* **What is needed**: Search the data for the word "Describe" and copy every line that contains it.

* **Records drawn from a dataset**:
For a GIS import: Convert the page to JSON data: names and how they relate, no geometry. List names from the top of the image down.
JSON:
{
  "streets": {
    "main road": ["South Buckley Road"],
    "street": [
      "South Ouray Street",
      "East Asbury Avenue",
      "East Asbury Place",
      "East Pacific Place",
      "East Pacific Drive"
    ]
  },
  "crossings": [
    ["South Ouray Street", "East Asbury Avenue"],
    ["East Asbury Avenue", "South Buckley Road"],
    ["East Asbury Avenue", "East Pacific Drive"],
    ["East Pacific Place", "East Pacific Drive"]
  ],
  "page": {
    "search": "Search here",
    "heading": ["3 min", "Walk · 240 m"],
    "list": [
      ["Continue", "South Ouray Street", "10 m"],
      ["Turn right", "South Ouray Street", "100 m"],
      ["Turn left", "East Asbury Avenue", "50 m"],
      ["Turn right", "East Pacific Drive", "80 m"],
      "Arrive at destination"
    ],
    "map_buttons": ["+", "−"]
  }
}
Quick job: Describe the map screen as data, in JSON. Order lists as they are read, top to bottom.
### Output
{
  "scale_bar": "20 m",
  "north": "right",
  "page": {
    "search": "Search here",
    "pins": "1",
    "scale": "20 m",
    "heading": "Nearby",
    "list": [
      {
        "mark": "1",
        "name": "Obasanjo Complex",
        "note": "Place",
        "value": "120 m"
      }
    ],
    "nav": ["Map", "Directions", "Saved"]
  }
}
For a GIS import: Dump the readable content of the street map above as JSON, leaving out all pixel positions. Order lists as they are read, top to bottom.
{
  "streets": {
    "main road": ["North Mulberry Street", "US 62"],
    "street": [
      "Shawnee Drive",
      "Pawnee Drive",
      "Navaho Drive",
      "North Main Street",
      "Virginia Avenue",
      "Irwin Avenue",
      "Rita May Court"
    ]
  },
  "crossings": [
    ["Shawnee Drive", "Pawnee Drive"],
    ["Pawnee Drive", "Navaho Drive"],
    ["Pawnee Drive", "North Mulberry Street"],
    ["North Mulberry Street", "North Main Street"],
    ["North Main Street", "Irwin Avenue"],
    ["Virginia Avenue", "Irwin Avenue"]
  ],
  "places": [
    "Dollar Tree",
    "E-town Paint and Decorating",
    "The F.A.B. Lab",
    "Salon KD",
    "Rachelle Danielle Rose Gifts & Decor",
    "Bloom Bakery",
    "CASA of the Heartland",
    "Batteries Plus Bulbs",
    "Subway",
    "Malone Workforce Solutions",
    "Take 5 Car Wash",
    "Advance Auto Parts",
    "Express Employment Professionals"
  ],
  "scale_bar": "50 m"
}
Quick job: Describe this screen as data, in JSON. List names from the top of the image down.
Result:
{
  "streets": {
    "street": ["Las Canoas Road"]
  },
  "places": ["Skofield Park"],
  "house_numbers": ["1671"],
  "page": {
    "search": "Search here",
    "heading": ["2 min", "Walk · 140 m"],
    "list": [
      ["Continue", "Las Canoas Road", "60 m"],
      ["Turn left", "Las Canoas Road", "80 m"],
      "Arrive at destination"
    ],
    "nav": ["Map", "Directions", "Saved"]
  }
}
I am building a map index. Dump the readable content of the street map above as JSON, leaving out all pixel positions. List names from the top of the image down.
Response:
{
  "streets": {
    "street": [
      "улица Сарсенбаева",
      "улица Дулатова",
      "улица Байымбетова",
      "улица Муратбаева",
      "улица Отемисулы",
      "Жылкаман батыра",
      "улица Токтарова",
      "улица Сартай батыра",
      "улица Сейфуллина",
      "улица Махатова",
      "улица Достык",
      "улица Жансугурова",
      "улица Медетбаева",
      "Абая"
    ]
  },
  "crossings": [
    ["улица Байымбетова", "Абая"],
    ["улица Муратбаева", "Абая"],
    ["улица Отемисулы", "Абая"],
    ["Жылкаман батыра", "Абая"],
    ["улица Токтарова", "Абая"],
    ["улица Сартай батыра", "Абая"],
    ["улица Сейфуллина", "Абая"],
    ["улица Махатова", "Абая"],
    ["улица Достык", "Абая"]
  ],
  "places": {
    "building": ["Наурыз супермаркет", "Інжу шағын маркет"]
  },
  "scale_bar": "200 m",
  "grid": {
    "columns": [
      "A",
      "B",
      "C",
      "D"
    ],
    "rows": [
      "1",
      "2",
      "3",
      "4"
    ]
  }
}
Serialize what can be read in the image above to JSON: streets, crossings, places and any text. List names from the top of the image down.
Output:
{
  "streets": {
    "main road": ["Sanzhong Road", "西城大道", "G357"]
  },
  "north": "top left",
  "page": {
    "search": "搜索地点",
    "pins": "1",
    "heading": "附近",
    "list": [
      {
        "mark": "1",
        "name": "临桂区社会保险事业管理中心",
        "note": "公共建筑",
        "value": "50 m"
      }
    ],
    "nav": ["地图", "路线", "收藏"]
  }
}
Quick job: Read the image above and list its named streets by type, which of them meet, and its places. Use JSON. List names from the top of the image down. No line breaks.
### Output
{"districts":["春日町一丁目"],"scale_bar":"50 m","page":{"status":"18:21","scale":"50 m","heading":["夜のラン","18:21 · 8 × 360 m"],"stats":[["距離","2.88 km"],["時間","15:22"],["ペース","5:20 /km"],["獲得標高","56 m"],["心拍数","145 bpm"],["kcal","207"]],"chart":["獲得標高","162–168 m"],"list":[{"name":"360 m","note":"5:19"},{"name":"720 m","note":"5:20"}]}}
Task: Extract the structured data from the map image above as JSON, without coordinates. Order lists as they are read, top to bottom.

* **Result for this exercise**:
Quick job: Describe the map screen as data, in JSON. Order lists as they are read, top to bottom.
Quick job: Describe this screen as data, in JSON. List names from the top of the image down.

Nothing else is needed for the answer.